Стентон смотрел на меня.
- Взята! - все, что я мог сказать. Вдвоем мы подошли к моей жене,
которая теперь стояла возле больших каменных ступеней, с испугом глядя на
вход на террасу. Здесь я рассказал им, что видел, прежде чем сон охватил
меня. Вместе мы поднялись по ступеням во внутренний двор и направились к
серой скале.
Серая скала, как и накануне, была закрыта, не было ни следа того, что
ее открывали. Ни следа! Как раз когда я думал об этом, Эдит опустилась на
колени перед ней и протянула руку к чему-то у ее основания. Это был клочок
серого шелка. Я узнал его - обрывок платка, который Тора всегда носила на
голове. Эдит взяла клочок, заколебалась. Я увидел, что клочок отрезан от
платка будто острым ножом, увидел, что несколько нитей тянутся от него к
основанию серой плиты, тянутся к этому основанию и уходят под него. Серая
скала - действительно дверь! И она открывалась, и Тора прошла в нее!
Думаю, Гудвин, что следующие несколько минут мы все были немного
безумны. Мы колотили по дьявольскому входу кулаками, камнями и дубинами.
Наконец разум вернулся к нам. Стентон направился в лагерь за динамитом и
инструментом. Пока он ходил, мы с Эдит обыскали весь островок в поисках
какого-то другого следа. Никаких признаков пребывания Торы или других
живых существ, кроме нас самих. Мы вернулись к входу и застали там
Стентона.
Гудвин, в течение следующих двух часов мы испробовали все бывшие в
нашем распоряжении способы пройти сквозь скалу. Камень на близком
расстоянии от скалы не поддавался сверлу. Мы пробовали произвести взрыв у
основания скалы, покрывали ее зарядами, прижатыми камнями. Никакого
воздействия на поверхность: естественно, заряд действовал в направлении
меньшего сопротивления.
К полудню мы потеряли всякую надежду прорваться сквозь скалу.

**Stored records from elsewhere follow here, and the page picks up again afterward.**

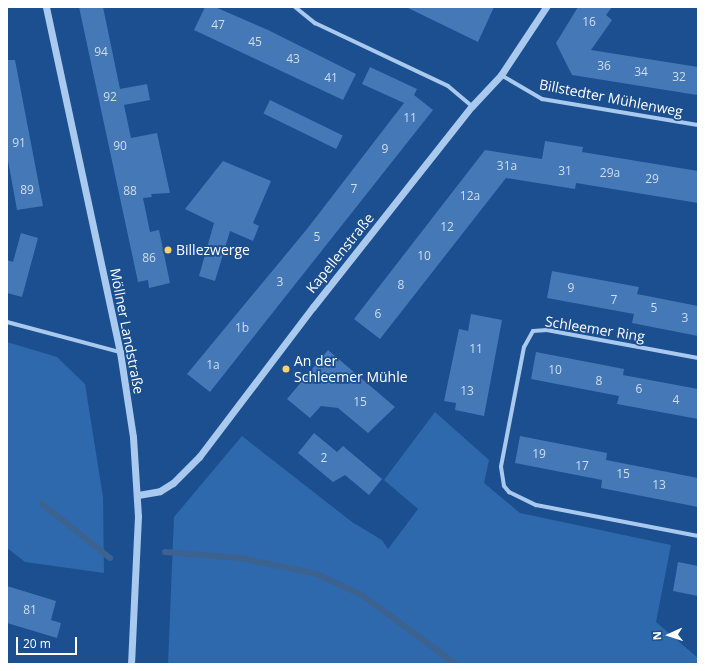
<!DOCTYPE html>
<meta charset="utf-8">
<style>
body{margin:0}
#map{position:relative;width:705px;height:671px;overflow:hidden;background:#1b4f8f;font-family:"Open Sans",sans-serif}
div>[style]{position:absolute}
.green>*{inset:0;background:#2e69ad}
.stream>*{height:6px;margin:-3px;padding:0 3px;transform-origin:3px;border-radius:3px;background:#3c6290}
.building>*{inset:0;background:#4478b7;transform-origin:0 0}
.minor>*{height:4px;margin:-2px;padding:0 2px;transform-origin:2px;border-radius:2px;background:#a9c9ee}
.tertiary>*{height:7px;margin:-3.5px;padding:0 3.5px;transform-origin:3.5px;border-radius:3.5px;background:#a9c9ee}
.dots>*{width:11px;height:11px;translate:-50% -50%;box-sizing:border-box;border:2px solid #1b4f8f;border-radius:50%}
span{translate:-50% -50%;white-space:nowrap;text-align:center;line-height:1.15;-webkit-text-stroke:3.5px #1b4f8f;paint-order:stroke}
.number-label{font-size:12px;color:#d0dded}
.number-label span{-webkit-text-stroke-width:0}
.street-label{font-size:14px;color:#fff}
.poi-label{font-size:14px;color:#fff}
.left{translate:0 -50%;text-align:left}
.frame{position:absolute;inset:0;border:8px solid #fff;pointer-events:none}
.north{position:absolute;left:649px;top:615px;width:40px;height:40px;-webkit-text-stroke:3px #1b4f8f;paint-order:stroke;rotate:267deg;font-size:11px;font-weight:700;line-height:16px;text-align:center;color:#fff}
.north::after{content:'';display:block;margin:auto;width:14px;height:18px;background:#fff;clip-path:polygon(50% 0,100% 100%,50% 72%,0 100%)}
.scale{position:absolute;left:16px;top:637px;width:61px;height:18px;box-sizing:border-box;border:2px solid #fff;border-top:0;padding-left:5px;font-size:12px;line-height:14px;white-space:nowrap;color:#fff;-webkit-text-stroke:3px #1b4f8f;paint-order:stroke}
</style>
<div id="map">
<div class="green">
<i style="clip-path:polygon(7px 342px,57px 357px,85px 384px,103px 497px,104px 573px,25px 562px,7px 548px)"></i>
<i style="clip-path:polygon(435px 412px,489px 460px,484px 483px,520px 513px,671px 545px,656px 622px,698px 658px,698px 664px,168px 664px,174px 517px,242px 436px,352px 522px,382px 540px,388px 549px,418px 509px,384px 480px)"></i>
</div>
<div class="stream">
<i style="left:42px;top:504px;width:87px;rotate:38.5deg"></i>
<i style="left:165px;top:552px;width:76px;rotate:4.5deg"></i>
<i style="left:241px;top:558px;width:78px;rotate:11.9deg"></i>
<i style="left:317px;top:574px;width:50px;rotate:25deg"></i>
<i style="left:362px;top:595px;width:117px;rotate:36.3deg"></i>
</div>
<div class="building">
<i style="clip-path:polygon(79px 7px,103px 7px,120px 89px,147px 84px,150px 100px,124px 105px,131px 138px,157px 133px,170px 193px,151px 194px,152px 197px,143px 198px,150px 232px,159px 230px,170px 283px,149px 288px,148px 280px,138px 282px)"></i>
<i style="clip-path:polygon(205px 7px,215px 7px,268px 30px,356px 74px,343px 100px,194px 30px)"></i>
<i style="clip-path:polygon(406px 7px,494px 7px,478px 42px)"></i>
<i style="clip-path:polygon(578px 7px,612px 7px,606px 15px,612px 20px,591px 50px,698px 67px,697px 95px,572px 75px,556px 43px)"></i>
<i style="clip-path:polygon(7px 60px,15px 60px,43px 206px,17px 210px,7px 155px)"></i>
<i style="clip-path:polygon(370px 67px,417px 89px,414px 95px,433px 110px,210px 392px,187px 374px,307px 229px,404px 103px,362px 84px)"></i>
<i style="left:270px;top:100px;width:81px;height:15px;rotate:26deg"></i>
<i style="clip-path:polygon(545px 141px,583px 147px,582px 152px,698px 171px,698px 203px,576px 183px,575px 189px,506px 178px,380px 339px,354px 319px,485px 150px,542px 159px)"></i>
<i style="clip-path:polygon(223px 161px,271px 181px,253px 223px,259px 226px,253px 241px,230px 231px,215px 281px,199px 276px,214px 223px,185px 209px)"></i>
<i style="clip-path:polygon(21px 233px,38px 238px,22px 297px,7px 293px,7px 260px,13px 262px)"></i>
<i style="clip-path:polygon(552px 271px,639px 287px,637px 294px,698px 306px,698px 336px,632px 323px,634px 314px,547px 298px)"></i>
<i style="clip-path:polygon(471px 314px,502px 320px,484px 416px,455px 410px,456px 403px,444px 401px,459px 329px,468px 331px)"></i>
<i style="clip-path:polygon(328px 350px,395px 407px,368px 433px,338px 408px,321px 406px,310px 418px,287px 399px)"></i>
<i style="clip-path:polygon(536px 352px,624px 369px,623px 375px,698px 389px,698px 419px,617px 404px,619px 396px,531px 379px)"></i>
<i style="clip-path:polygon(314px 433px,337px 452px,343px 446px,382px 479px,369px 495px,345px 475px,333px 482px,298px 453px)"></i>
<i style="clip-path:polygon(520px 436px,607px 453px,606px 460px,698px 478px,698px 507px,601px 488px,602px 480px,515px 463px)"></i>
<i style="clip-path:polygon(678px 562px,698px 566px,698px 596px,673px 591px)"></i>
<i style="clip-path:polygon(7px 586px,56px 601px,51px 620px,61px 623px,57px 638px,7px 623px)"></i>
</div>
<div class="minor">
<i style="left:295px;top:7px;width:26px;rotate:39deg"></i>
<i style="left:315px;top:23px;width:147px;rotate:25.3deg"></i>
<i style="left:448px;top:86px;width:31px;rotate:40deg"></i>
<i style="left:501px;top:75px;width:48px;rotate:30.3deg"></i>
<i style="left:542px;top:99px;width:158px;rotate:9.5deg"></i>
<i style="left:7px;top:322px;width:117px;rotate:14.9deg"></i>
<i style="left:698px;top:358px;width:154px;rotate:-169.5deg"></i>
<i style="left:547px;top:330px;width:14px;rotate:176deg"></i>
<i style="left:533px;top:331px;width:18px;rotate:119deg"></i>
<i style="left:524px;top:347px;width:122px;rotate:100.9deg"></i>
<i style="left:501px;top:467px;width:19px;rotate:81deg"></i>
<i style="left:504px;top:486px;width:8px;rotate:50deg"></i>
<i style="left:509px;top:492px;width:30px;rotate:26deg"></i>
<i style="left:536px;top:505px;width:165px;rotate:10.8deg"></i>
</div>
<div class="tertiary">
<i style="left:46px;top:7px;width:353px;rotate:77.9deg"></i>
<i style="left:120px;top:352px;width:86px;rotate:81.3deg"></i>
<i style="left:133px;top:437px;width:79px;rotate:86.4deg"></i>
<i style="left:138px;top:516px;width:148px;rotate:92.7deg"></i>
<i style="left:138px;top:495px;width:22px;rotate:-10deg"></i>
<i style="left:160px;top:491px;width:15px;rotate:-32deg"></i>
<i style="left:173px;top:483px;width:37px;rotate:-45deg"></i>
<i style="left:199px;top:457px;width:188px;rotate:-52.8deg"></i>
<i style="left:313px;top:307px;width:256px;rotate:-51.7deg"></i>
<i style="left:472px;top:106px;width:42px;rotate:-46.9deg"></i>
<i style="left:501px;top:75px;width:82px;rotate:-56.5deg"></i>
</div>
<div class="dots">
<i style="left:168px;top:250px;background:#ffd166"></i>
<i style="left:286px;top:369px;background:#ffd166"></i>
</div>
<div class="number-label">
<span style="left:589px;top:22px">16</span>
<span style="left:218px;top:25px">47</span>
<span style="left:255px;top:42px">45</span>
<span style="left:101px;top:52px">94</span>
<span style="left:293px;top:59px">43</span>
<span style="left:604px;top:66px">36</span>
<span style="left:641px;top:72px">34</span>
<span style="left:679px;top:77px">32</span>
<span style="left:331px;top:78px">41</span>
<span style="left:110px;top:97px">92</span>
<span style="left:410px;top:118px">11</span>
<span style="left:19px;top:143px">91</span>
<span style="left:120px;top:146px">90</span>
<span style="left:385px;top:149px">9</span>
<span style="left:507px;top:166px">31a</span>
<span style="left:565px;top:171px">31</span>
<span style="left:610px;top:173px">29a</span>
<span style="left:652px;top:179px">29</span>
<span style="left:354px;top:189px">7</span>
<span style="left:27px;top:190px">89</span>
<span style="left:130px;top:191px">88</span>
<span style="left:470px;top:196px">12a</span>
<span style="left:447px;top:227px">12</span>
<span style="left:317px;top:237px">5</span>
<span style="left:424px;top:256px">10</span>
<span style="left:149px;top:258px">86</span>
<span style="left:280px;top:282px">3</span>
<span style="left:401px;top:285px">8</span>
<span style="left:571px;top:288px">9</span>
<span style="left:614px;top:300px">7</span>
<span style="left:654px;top:308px">5</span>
<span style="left:378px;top:314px">6</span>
<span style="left:685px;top:318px">3</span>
<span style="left:242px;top:328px">1b</span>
<span style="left:476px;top:349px">11</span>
<span style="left:213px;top:365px">1a</span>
<span style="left:555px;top:370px">10</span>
<span style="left:599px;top:381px">8</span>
<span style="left:639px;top:389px">6</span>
<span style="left:467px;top:391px">13</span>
<span style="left:676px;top:400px">4</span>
<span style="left:360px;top:402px">15</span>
<span style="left:539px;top:454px">19</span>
<span style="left:324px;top:458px">2</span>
<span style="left:582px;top:466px">17</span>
<span style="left:623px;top:474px">15</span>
<span style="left:659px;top:485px">13</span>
<span style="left:30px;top:610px">81</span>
</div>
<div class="street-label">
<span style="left:611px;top:98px;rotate:11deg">Billstedter Mühlenweg</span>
<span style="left:340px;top:253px;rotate:-51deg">Kapellenstraße</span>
<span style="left:595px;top:329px;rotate:9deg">Schleemer Ring</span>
<span style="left:127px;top:331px;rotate:79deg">Möllner Landstraße</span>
</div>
<div class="poi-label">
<span class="left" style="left:176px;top:250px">Billezwerge</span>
<span class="left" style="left:294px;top:369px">An der<br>Schleemer Mühle</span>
</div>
<div class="frame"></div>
<div class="north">N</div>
<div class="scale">20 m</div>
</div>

Приближался вечер, и нам нужно было решить, что делать дальше. Я хотел
отправиться на Понапе за помощью. Эдит возражала, говоря, что на это
потребуется много времени и нам вообще не удастся убедить наших людей
вернуться с нами. Что тогда оставалось? Одно из двух: вернуться в наш
лагерь, подождать возвращения наших людей и затем попробовать убедить их
пойти с нами на Нан-Танах. Но это значило по крайней мере на два дня
оставить Тору. На это мы не могли пойти, это было бы слишком трусливо.
Другая возможность - дождаться ночи на месте, подождать, пока скала,
как и накануне, не откроется, и сделать вылазку через нее в поисках Торы,
прежде чем она закроется снова. С солнцем к нам вернулась уверенность,
развеялся зловонный туман суеверий, который на какое-то время окутал наш
разум. В ярком свете солнца, казалось, нет места для привидений.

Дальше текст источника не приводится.